TASK DETAILS ::
Tally the lines below that contain "stream". The number is the whole answer.

Data extracted from a collection:
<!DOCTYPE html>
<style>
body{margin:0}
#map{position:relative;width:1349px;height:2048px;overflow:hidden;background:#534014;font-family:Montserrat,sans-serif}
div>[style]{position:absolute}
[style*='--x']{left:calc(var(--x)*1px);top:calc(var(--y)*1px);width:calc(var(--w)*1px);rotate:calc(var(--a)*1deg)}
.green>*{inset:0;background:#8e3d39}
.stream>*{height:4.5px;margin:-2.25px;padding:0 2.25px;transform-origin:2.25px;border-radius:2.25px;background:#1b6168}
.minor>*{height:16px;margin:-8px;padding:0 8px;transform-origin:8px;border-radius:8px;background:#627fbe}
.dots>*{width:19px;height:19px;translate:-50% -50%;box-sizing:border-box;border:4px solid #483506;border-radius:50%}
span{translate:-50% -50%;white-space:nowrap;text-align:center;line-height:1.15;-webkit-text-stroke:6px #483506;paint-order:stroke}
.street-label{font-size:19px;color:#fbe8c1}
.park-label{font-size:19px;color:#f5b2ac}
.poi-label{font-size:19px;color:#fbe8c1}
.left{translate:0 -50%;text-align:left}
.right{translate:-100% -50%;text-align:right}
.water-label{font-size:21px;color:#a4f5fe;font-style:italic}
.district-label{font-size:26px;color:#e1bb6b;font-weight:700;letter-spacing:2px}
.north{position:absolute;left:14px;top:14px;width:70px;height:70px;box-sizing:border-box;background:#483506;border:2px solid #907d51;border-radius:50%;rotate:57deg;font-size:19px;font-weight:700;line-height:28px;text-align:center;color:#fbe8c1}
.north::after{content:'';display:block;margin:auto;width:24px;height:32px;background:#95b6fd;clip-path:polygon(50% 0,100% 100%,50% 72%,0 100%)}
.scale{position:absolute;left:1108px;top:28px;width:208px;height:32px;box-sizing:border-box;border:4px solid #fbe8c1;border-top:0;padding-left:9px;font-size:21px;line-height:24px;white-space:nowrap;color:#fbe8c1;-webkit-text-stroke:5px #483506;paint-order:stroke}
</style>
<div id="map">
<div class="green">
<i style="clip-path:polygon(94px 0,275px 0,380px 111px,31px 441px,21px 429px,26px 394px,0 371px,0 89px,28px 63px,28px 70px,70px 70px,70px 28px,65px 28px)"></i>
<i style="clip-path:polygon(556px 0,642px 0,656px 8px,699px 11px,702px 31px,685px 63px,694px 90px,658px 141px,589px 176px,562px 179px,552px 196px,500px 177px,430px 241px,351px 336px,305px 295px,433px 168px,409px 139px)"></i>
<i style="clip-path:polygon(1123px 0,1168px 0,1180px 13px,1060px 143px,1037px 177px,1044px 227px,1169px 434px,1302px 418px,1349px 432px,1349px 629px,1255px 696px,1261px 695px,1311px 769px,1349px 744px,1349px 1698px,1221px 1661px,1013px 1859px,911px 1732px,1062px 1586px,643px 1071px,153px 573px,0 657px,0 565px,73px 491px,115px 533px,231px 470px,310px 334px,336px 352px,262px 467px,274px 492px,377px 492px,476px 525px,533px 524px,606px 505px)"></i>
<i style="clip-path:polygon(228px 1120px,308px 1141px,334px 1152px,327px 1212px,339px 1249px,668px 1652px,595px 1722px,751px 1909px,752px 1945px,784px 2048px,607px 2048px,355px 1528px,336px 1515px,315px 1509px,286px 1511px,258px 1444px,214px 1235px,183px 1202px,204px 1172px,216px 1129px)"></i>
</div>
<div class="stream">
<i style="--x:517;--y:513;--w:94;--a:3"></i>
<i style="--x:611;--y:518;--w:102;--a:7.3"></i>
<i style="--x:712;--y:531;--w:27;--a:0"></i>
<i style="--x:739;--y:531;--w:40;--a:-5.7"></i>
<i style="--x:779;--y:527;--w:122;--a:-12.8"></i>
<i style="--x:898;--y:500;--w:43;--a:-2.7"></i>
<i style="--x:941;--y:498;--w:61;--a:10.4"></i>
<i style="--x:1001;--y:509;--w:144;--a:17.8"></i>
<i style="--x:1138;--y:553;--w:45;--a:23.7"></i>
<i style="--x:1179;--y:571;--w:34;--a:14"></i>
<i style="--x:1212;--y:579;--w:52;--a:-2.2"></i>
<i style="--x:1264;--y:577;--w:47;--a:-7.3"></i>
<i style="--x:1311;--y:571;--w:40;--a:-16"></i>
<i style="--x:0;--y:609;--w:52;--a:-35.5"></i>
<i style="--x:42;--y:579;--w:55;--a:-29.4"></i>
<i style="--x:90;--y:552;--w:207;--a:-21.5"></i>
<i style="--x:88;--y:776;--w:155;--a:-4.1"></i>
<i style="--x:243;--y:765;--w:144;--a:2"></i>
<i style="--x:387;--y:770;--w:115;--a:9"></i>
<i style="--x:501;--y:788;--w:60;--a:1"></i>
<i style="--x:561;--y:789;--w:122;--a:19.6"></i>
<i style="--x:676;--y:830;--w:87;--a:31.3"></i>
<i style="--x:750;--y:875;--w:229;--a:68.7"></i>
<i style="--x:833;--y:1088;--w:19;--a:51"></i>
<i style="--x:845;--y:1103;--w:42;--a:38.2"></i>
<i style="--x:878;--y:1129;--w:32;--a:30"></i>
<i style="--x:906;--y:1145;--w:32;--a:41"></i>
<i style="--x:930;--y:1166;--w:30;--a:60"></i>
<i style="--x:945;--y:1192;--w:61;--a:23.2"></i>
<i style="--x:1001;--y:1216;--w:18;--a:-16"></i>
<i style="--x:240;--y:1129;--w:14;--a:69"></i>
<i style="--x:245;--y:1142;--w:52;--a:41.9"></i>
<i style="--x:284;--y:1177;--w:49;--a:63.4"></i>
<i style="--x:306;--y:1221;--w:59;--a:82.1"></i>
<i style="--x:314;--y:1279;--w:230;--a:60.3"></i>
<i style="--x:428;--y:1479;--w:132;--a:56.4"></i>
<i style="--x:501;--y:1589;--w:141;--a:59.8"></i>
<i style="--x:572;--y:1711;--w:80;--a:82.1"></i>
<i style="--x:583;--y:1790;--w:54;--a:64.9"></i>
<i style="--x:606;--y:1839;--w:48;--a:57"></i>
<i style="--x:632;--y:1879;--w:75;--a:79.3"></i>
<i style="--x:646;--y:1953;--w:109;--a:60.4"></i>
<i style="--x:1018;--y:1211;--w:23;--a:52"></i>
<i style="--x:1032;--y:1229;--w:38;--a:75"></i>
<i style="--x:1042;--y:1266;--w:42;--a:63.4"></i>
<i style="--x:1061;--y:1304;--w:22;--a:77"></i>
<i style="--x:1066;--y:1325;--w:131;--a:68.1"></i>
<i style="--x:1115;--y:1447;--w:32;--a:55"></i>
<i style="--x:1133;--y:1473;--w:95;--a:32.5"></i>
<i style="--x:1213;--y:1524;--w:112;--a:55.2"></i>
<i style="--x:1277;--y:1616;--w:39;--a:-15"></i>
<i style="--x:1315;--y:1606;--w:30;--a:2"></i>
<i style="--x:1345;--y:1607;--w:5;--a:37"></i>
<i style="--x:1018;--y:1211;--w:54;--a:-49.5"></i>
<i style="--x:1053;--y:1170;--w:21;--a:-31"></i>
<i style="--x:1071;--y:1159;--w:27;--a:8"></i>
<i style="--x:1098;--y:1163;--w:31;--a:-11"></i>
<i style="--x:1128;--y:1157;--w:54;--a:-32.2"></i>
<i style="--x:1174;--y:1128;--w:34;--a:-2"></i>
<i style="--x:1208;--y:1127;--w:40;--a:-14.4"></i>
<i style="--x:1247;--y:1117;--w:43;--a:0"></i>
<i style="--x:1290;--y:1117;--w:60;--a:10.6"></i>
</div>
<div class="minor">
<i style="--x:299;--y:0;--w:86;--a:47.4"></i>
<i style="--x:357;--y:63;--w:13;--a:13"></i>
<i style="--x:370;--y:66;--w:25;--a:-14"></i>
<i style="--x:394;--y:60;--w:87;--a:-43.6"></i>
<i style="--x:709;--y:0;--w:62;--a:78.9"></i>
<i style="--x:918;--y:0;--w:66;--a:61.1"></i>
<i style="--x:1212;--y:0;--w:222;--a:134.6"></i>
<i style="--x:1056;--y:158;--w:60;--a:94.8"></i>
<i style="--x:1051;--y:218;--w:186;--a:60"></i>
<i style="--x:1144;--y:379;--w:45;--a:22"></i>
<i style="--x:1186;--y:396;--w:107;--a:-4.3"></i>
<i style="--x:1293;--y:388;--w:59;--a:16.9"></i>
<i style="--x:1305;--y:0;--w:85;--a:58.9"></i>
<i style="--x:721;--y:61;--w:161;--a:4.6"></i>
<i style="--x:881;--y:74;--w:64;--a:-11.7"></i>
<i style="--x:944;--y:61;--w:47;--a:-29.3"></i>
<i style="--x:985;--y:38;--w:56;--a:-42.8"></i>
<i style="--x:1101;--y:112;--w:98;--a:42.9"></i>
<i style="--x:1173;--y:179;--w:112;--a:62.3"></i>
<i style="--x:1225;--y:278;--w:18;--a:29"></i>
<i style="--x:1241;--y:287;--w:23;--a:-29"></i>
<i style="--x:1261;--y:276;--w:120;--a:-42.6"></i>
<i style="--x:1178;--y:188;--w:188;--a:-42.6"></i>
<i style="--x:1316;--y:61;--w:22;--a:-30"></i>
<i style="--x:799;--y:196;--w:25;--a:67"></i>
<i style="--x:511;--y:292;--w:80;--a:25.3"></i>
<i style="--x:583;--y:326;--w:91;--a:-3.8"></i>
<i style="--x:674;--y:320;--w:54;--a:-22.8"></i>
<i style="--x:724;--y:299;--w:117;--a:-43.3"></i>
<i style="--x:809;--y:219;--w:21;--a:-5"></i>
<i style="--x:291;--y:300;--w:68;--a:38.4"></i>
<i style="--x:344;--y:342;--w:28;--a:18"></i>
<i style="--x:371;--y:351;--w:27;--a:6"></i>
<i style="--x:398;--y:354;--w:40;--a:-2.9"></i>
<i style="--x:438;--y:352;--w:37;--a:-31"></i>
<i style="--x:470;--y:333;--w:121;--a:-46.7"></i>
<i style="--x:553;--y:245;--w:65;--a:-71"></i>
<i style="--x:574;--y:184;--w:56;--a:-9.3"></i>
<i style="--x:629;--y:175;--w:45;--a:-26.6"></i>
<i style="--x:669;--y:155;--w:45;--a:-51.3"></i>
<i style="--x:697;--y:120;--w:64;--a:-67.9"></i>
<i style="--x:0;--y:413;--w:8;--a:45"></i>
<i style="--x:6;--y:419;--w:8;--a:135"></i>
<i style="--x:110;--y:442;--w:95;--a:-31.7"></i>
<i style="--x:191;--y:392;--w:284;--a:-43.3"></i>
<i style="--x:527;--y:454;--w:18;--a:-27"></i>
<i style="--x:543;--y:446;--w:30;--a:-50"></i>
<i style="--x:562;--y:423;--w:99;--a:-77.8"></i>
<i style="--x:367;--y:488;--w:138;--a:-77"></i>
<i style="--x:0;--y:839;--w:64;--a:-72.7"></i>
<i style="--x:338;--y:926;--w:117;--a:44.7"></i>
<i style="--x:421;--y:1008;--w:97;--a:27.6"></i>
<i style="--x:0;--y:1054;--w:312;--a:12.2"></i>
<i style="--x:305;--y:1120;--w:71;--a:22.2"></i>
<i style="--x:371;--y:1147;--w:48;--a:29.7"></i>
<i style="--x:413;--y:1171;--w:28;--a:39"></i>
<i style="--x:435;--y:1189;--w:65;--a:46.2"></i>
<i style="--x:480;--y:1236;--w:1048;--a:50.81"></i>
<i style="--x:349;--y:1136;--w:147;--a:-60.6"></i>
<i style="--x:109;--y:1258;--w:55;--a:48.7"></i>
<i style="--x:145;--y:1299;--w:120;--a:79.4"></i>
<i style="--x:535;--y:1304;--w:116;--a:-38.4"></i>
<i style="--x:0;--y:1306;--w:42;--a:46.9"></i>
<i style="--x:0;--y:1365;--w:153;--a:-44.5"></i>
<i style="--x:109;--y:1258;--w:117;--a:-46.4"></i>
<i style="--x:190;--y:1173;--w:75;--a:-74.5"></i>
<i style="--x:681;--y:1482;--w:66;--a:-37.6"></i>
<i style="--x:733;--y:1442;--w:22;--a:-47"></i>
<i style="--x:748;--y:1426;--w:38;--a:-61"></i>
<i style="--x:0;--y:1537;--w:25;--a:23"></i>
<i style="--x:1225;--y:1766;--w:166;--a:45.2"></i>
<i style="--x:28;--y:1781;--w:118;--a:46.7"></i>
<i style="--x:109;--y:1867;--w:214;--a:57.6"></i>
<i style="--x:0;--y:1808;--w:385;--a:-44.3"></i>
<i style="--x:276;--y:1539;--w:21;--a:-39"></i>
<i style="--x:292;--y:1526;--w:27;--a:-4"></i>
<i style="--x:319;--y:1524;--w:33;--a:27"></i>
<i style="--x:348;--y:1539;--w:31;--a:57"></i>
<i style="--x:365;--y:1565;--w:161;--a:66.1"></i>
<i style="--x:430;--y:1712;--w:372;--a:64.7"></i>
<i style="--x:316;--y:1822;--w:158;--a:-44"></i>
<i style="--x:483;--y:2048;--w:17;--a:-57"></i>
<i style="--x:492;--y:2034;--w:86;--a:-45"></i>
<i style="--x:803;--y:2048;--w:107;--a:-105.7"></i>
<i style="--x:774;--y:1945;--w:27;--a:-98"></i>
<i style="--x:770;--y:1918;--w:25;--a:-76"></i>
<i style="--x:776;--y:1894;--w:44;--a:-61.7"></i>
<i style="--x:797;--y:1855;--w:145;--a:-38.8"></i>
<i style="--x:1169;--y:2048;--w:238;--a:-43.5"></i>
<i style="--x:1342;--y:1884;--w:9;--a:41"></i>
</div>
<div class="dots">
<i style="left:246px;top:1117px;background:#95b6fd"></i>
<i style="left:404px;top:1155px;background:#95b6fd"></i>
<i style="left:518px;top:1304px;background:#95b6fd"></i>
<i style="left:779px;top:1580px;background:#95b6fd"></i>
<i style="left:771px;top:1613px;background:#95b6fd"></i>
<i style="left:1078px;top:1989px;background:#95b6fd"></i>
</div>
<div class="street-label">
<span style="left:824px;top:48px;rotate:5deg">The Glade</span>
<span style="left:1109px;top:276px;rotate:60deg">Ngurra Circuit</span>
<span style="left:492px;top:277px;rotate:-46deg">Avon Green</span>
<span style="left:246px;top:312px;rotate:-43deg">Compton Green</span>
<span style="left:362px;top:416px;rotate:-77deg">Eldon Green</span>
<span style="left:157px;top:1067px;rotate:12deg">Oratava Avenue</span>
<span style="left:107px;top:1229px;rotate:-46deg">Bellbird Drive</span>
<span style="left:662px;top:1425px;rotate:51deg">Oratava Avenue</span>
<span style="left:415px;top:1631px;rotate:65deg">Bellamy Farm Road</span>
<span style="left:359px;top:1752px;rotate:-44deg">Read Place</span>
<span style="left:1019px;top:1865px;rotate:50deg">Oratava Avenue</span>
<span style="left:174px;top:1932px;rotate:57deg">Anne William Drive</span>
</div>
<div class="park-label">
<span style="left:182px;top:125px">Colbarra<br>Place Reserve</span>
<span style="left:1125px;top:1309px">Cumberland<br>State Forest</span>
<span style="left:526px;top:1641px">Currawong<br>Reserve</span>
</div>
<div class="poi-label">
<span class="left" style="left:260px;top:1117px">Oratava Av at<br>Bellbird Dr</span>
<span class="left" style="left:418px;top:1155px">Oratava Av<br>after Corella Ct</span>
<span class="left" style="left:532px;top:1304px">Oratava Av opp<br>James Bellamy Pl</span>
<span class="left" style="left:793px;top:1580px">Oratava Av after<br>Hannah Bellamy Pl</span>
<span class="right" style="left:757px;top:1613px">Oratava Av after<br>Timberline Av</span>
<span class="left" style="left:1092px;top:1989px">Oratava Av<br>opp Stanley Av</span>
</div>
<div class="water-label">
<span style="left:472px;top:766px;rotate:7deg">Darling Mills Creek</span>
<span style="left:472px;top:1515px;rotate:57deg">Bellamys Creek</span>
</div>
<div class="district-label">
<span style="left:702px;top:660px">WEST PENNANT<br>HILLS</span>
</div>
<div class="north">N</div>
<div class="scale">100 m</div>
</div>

OUTPUT BELOW ::
2